Ein Segler, der sich in Stellnetzen auf dem Saaler Bodden verfangen hatte, ist am späten Sonnabend von freiwilligen Seenotrettern der Deutschen Gesellschaft zur Rettung Schiffbrüchiger aus seiner Notsituation befreit worden. Der Mann hatte sein Boot ins Winterlager von Ribnitz nach Dierhagen überführen wollen. In der Dämmerung geriet er kurz vor 18 Uhr außerhalb des Fahrwassers in die Stellnetze. Die blockierten das Ruder, sodass sich der Segler nicht mehr selbst aus der Lage befreien konnte und die Seenotrettung alarmierte. Die eilte daraufhin mit dem in Wustrow stationierten 300 PS-Rettungsboot „Barsch“ zu Hilfe. Ein Seenotretter ging im Überlebensanzug ins Wasser und schnitt das Ruder vom Netz frei. Das etwa zehn Meter lange Segelboot wurde anschließend nach Dierhagen eingeschleppt. Der Segler wird für den am Netz entstandenen Schaden aufkommen müssen.

Das eingesetzte Seenotrettungsboot „Barsch“ der DGzRS-Freiwilligenstation Wustrow wurde auf einem Spezialtrailer mit einem Unimog U 2150 L zum Einsatz gefahren.
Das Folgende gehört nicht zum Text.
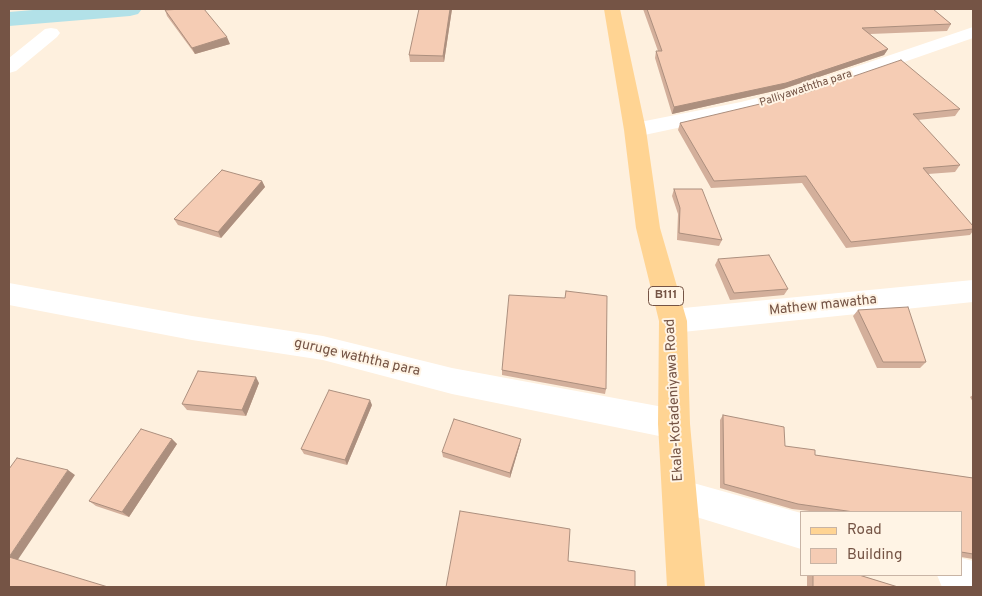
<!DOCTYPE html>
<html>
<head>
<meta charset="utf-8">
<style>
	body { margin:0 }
	#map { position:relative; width:982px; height:596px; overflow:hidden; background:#fef0de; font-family:Overpass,sans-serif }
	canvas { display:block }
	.frame { position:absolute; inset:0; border:10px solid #755445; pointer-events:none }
	.legend { position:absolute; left:800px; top:511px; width:162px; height:65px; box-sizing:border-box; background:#fff4e5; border:1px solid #c8b4a5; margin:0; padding:6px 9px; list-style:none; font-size:15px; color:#755445 }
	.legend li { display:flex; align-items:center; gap:10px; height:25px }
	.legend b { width:25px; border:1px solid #c8b4a5 }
</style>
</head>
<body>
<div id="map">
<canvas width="982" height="596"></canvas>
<div class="frame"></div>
<ul class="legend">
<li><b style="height:6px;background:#ffd493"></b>Road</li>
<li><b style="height:14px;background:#f5ccb4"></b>Building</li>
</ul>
</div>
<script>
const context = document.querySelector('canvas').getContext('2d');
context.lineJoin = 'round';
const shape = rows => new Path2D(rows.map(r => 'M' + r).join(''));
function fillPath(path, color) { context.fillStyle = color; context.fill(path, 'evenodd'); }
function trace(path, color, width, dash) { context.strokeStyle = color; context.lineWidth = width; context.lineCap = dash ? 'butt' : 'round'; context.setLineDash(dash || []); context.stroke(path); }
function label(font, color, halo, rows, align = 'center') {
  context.font = font + ' Overpass,sans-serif'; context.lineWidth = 4; context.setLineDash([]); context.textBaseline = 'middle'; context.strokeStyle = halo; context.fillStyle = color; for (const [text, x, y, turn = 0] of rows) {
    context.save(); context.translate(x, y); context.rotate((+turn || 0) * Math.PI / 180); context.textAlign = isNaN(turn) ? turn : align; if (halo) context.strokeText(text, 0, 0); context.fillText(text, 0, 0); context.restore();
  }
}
fillPath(shape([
	[45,9,142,9,138,14,130,16,9,26,9,12,45,9]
]), '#b2e1e8');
fillPath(shape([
	[973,27,973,38,798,99,743,114,635,137,627,135,624,130,627,125,635,123,741,102,784,91,973,27],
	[51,28,57,29,60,33,57,37,16,71,9,73,9,58,45,29,51,28],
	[973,280,973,302,673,333,663,329,659,321,663,313,673,309,973,280],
	[9,283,192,316,323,336,452,368,674,409,685,414,690,424,685,434,674,439,452,394,323,360,192,340,9,305,9,283],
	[679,479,801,513,801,549,667,508,662,496,667,484,679,479],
	[961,558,973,561,973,587,942,587,937,575,961,575,961,558]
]), '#fff');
fillPath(shape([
	[604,9,620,9,646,130,660,228,687,321,690,424,705,587,667,587,658,424,659,321,636,228,624,130,604,9]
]), '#ffd493');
fillPath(shape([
	[452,9,444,62,410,62,409,55],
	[643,9,933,9,951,24,947,31,870,34,888,49,884,55,783,89,672,114,655,58,656,51,658,51],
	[165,10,230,44,195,54,167,16],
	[960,109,955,116,918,120,960,165,955,172,928,174,973,226,973,231,970,235,846,248,802,183,711,188,678,130,680,123],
	[262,181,265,187,221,238,178,225,174,219],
	[674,189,722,240,719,246,677,240,678,214,672,196],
	[718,259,788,289,784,295,730,300,715,265],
	[566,291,606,389,605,394,502,375,502,370,565,298],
	[858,310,926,362,920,368,877,368,853,316],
	[259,383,246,416,187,410,182,404],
	[973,395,973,402,970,397],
	[372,405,347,465,304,454,301,449],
	[723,415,785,446,815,455,973,478,973,559,961,557,961,512,818,512,792,509,720,488,720,420],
	[172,439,177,444,129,517,96,506,89,501],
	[520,444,510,478,443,457,442,452],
	[807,575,859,575,898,587,807,587]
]), '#d3af9b');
fillPath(shape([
	[450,9,452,9,444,62,443,56],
	[227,37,230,44,195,54,192,48],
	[888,49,884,55,783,89,672,114,674,107],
	[262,181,265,187,221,238,218,232],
	[256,377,259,383,246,416,242,410],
	[370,400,372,405,347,465,345,460],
	[172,439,177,444,129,517,122,512],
	[521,439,520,444,510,478,510,473],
	[68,470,75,475,17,561,9,557]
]), '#ac8f7e');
const building = shape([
	[183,9,204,9,227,37,192,48,165,10,183,9],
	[419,9,450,9,443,56,409,55,419,9],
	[647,9,933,9,951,24,862,28,888,49,786,83,674,107,656,51,662,51,647,9],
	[901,60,960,109,913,114,960,165,923,168,973,226,973,229,851,242,806,176,714,181,680,123,802,94,901,60],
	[222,170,262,181,218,232,174,219,222,170],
	[674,189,702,189,722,240,679,233,680,208,674,189],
	[769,255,788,289,734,293,718,259,769,255],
	[566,291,607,296,606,389,502,370,509,295,565,298,566,291],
	[908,307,926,362,883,362,858,310,908,307],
	[198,371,256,377,242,410,182,404,198,371],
	[329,390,370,400,345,460,301,449,329,390],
	[723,415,784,427,785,446,815,450,815,455,973,478,973,554,961,552,961,512,854,512,798,504,724,484,723,415],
	[454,419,521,439,510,473,442,452,454,419],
	[141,429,172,439,122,512,89,501,141,429],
	[17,458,68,470,9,557,9,469,17,458],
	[460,511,570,529,568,561,635,571,635,587,446,587,460,511],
	[9,557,108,587,9,587,9,557],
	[813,575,859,575,898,587,813,587,813,575]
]);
fillPath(building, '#f5ccb4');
trace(building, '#ac8f7e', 1);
label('11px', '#755445', '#fff4e5', [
	["Palliyawaththa para",806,89,-18]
]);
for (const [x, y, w] of [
	[666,296,35]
]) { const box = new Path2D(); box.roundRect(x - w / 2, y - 9.5, w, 19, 4); context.fillStyle = '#fff4e5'; context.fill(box); trace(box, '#755445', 1); }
label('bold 12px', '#755445', null, [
	["B111",666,296]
]);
label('14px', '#755445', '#fff4e5', [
	["Mathew mawatha",823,306,-6],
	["guruge waththa para",357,358,13],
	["Ekala-Kotadeniyawa Road",675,400,-93]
]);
</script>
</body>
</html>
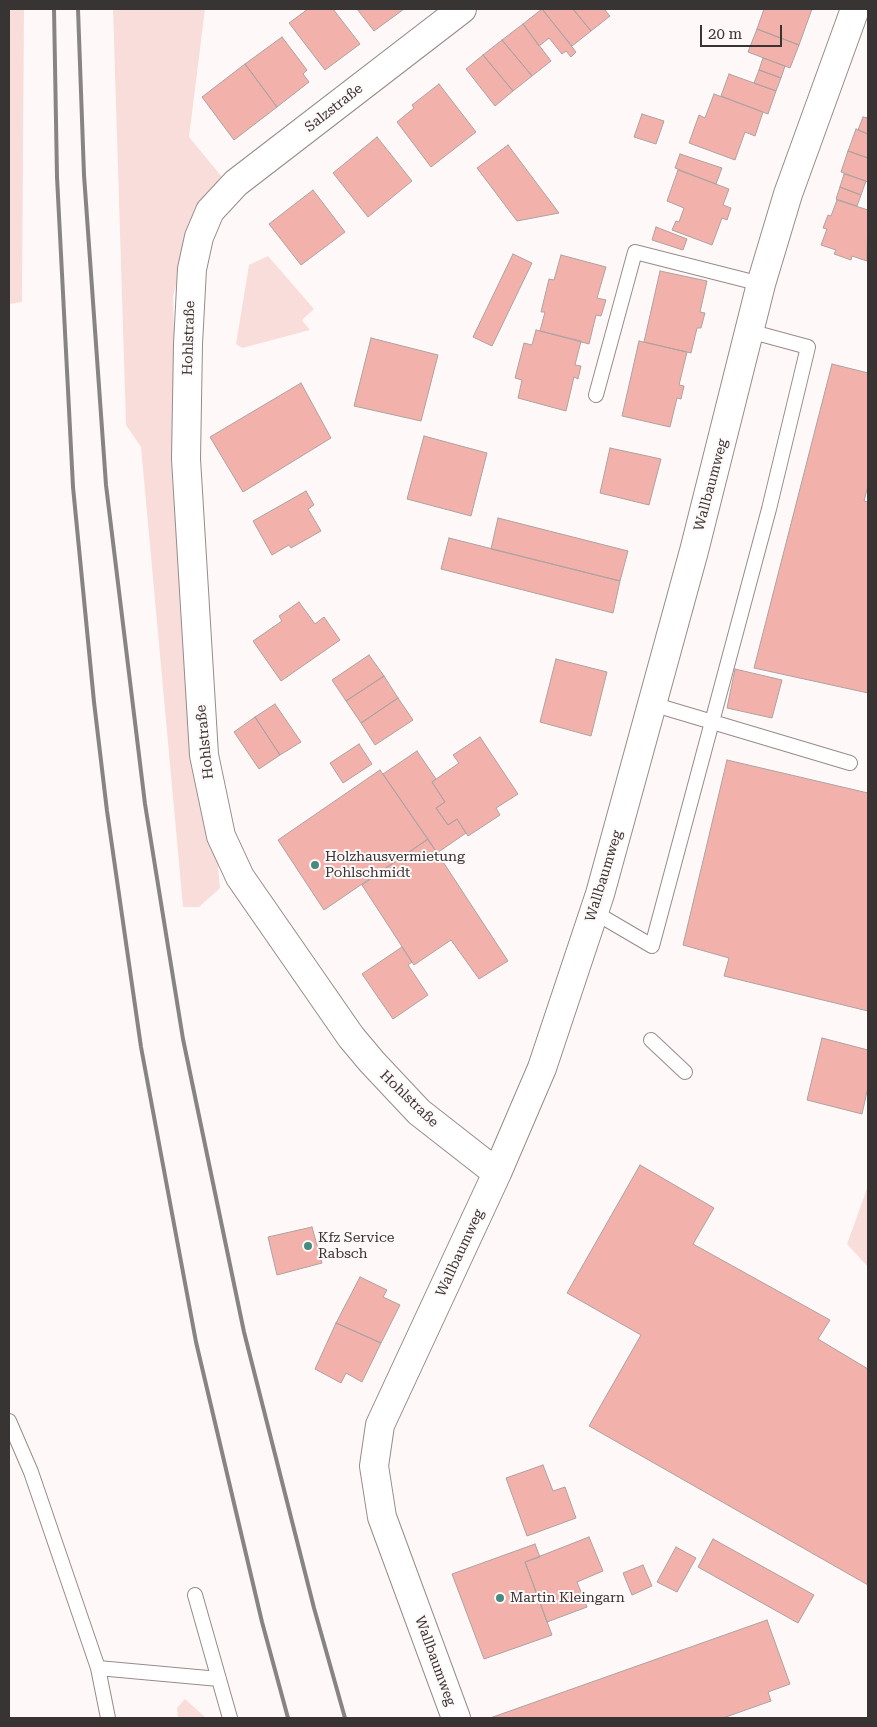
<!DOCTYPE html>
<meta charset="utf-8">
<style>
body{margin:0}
#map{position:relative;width:877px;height:1727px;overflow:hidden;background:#fef9f8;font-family:"Roboto Serif",serif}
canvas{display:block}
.frame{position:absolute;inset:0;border:10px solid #393434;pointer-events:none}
.scale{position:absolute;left:700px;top:25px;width:82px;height:22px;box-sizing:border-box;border:2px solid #393434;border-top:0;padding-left:6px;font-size:15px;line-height:18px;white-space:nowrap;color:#393434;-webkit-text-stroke:4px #fef9f8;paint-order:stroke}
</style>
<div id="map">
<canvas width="877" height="1727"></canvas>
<div class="frame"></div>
<div class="scale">20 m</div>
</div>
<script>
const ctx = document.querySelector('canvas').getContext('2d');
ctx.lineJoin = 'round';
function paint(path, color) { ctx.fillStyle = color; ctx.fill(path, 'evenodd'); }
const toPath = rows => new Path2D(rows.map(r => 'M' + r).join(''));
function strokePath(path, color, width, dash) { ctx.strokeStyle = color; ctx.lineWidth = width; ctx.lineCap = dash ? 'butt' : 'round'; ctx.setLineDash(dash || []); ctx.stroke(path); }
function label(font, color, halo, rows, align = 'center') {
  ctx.font = font + ' "Roboto Serif",serif'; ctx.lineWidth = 4; ctx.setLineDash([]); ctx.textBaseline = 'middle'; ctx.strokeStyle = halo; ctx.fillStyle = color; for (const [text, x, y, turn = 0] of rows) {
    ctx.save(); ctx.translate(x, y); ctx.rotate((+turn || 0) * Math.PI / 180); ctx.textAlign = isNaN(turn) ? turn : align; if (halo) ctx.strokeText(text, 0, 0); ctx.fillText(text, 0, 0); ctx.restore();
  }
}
paint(toPath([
 [9,9,24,9,22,302,9,304],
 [113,9,205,9,189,137,222,177,196,221,173,296,177,430,220,888,199,907,183,907,141,447,126,425],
 [268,256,314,309,302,320,310,330,242,348,236,344,249,265],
 [868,1186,868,1267,847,1244],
 [185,1699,206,1718,178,1718,177,1708]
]), '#f8ddda');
const building = toPath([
 [308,9,333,9,360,44,325,70,289,23,308,9],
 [357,9,404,9,374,31,357,9],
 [542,9,573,9,591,31,572,46,542,9],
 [542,9,576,52,571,57,566,51,562,54,549,38,539,46,523,24,542,9],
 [573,9,604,9,610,16,591,31,573,9],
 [764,9,812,9,799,45,757,29,764,9],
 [523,24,551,61,532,76,502,40,523,24],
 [757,29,799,45,790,68,748,52,757,29],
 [282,37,307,70,303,74,309,82,277,107,245,64,282,37],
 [502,40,532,76,513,91,483,55,502,40],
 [483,55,513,91,495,106,466,69,483,55],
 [763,58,785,66,781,78,759,70,763,58],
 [245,64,277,107,234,140,202,97,245,64],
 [759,70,781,78,776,91,754,83,759,70],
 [729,74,776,91,768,114,721,96,729,74],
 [439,84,476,132,431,167,397,122,414,108,412,105,439,84],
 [714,94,763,112,755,136,745,132,735,160,689,143,699,115,705,118,714,94],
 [642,114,664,121,656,144,634,137,642,114],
 [863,117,868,118,868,134,858,130,863,117],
 [856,129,868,134,868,158,848,151,856,129],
 [377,137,412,181,368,217,333,173,377,137],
 [508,145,559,213,517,221,477,168,508,145],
 [848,151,868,158,868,182,841,172,848,151],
 [680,154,722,168,716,184,675,168,680,154],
 [678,170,729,189,723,205,731,208,727,220,722,218,712,245,672,230,676,221,679,222,684,208,667,201,678,170],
 [844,174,866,181,861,195,840,187,844,174],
 [840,187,861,195,857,206,836,199,840,187],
 [313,190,345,232,301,265,269,224,313,190],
 [837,200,868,210,867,261,852,256,851,260,834,254,836,250,821,245,827,229,823,228,828,215,831,216,837,200],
 [656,227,687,239,683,250,652,240,656,227],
 [513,254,532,263,492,346,473,337,513,254],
 [561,255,606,267,597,298,606,300,601,316,596,315,589,344,540,331,545,312,541,312,549,279,554,280,561,255],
 [660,271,707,281,700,312,705,313,701,328,697,328,691,353,644,342,660,271],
 [536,330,581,341,575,365,581,366,578,379,574,377,566,411,518,398,522,380,515,378,524,343,532,345,536,330],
 [371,338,438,355,421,421,354,406,371,338],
 [639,341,687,352,679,385,684,386,681,399,677,398,670,427,622,416,639,341],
 [832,364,868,373,868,486,864,501,868,502,868,693,754,668,832,364],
 [301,383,331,438,243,492,210,437,301,383],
 [424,436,487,453,471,516,407,499,424,436],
 [610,448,661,459,649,505,600,493,610,448],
 [306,491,314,505,308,509,321,531,291,548,289,545,272,555,253,521,306,491],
 [498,518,628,551,620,581,491,549,498,518],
 [449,538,620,581,613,613,441,569,449,538],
 [299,602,315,624,324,617,340,640,281,681,253,641,282,621,279,616,299,602],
 [369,655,384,676,346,701,332,680,369,655],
 [556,659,607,672,591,736,540,722,556,659],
 [735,669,782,680,772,718,727,708,735,669],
 [384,676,398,698,361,723,346,701,384,676],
 [398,698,413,720,375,745,361,723,398,698],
 [275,704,301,742,280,755,255,717,275,704],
 [255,717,280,755,259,769,234,732,255,717],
 [480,737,518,794,496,808,500,815,468,836,457,819,448,825,436,808,445,802,432,782,459,763,453,755,480,737],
 [359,744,372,764,343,783,330,763,359,744],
 [417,751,436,779,432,782,445,802,436,808,448,825,457,819,466,833,437,853,383,774,417,751],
 [727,760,868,793,868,1011,724,976,729,958,683,945,727,760],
 [380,770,428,839,324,910,278,840,380,770],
 [428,839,508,961,479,979,451,940,414,965,362,885,428,839],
 [402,947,412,962,408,965,428,995,393,1019,362,974,402,947],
 [822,1038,868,1050,868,1087,862,1114,807,1100,822,1038],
 [640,1165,714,1208,693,1244,830,1320,818,1339,868,1369,868,1585,589,1426,641,1335,567,1293,640,1165],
 [312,1227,322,1263,277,1275,268,1237,312,1227],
 [360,1277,387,1290,383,1297,400,1305,381,1343,336,1323,360,1277],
 [336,1323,381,1343,362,1382,346,1373,341,1383,315,1369,336,1323],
 [543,1465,553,1491,565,1487,576,1518,527,1536,506,1478,543,1465],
 [589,1537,603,1571,577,1582,587,1607,547,1622,525,1562,589,1537],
 [713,1539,814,1595,798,1623,698,1567,713,1539],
 [535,1544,540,1557,525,1562,552,1635,484,1659,452,1574,535,1544],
 [676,1547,696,1558,677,1592,657,1582,676,1547],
 [643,1565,652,1586,632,1595,623,1573,643,1565],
 [767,1620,790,1684,768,1692,771,1701,723,1718,490,1718,767,1620]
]);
paint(building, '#f3b1ab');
strokePath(building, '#ada2a0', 1);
const lane = toPath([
 [596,395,635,252,761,284],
 [652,704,850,763],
 [594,912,652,946,769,509,808,347,749,331],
 [651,1040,685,1072],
 [9,1421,31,1472,98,1668,108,1718],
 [195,1595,230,1718],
 [98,1668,219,1679]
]);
const street = toPath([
 [462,9,236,183,210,211,199,237,192,269,188,344,186,459,204,755,221,836,240,877,351,1037,372,1062,419,1112,497,1173],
 [456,1718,382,1517,374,1466,380,1425,497,1173,542,1068,600,894,694,551,761,284,788,194,855,9]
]);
strokePath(lane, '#978b8a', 16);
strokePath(street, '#978b8a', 30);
strokePath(lane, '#fff', 14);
strokePath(street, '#fff', 28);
strokePath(toPath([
 [54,9,57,177,73,487,94,702,107,811,141,1047,196,1342,262,1622,288,1718],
 [78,9,84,175,106,485,145,804,183,1039,244,1332,314,1608,345,1718]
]), '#898484', 4);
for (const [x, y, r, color] of [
 [315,865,5,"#458b81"],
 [308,1246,5,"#458b81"],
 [500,1598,5,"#458b81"]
]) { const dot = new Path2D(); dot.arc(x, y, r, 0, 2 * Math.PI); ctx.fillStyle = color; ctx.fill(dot); strokePath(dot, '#fef9f8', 2); }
label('14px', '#393434', '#fef9f8', [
 ["Salzstraße",334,108,-38],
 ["Hohlstraße",189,338,-88],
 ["Wallbaumweg",711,485,-75],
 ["Hohlstraße",205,742,-96],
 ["Wallbaumweg",604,876,-73],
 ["Hohlstraße",409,1099,44],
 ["Wallbaumweg",460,1253,-65],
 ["Wallbaumweg",435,1661,70]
]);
label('14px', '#393434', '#fef9f8', [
 ["Holzhausvermietung",325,857],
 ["Pohlschmidt",325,873],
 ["Kfz Service",318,1238],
 ["Rabsch",318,1254],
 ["Martin Kleingarn",510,1598]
], 'left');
</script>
Das Boot wird direkt ins Wasser gefahren und kann sowohl seeseitig wie auch in den Bodden zum Einsatz kommen. Der Unimog ist mit einem Flutlichtsystem ausgerüstet, das bei Einsätzen wie diesem benötigt wird, um das Boot in der Dunkelheit wieder auf den Trailer aufzunehmen. Um 20.40 Uhr waren die Seenotretter zurück auf der Station in Wustrow.

Thomas Pult

Während einer Überführungsfahrt ins Winterlager in Dierhagen hat sich ein Ribnitzer Segler in Stellnetzen im Saaler Bodden verfangen und musste von Mitgliedern der Station Wustrow der Deutschen Gesellschaft zur Rettung Schiffbrücher befreit werden.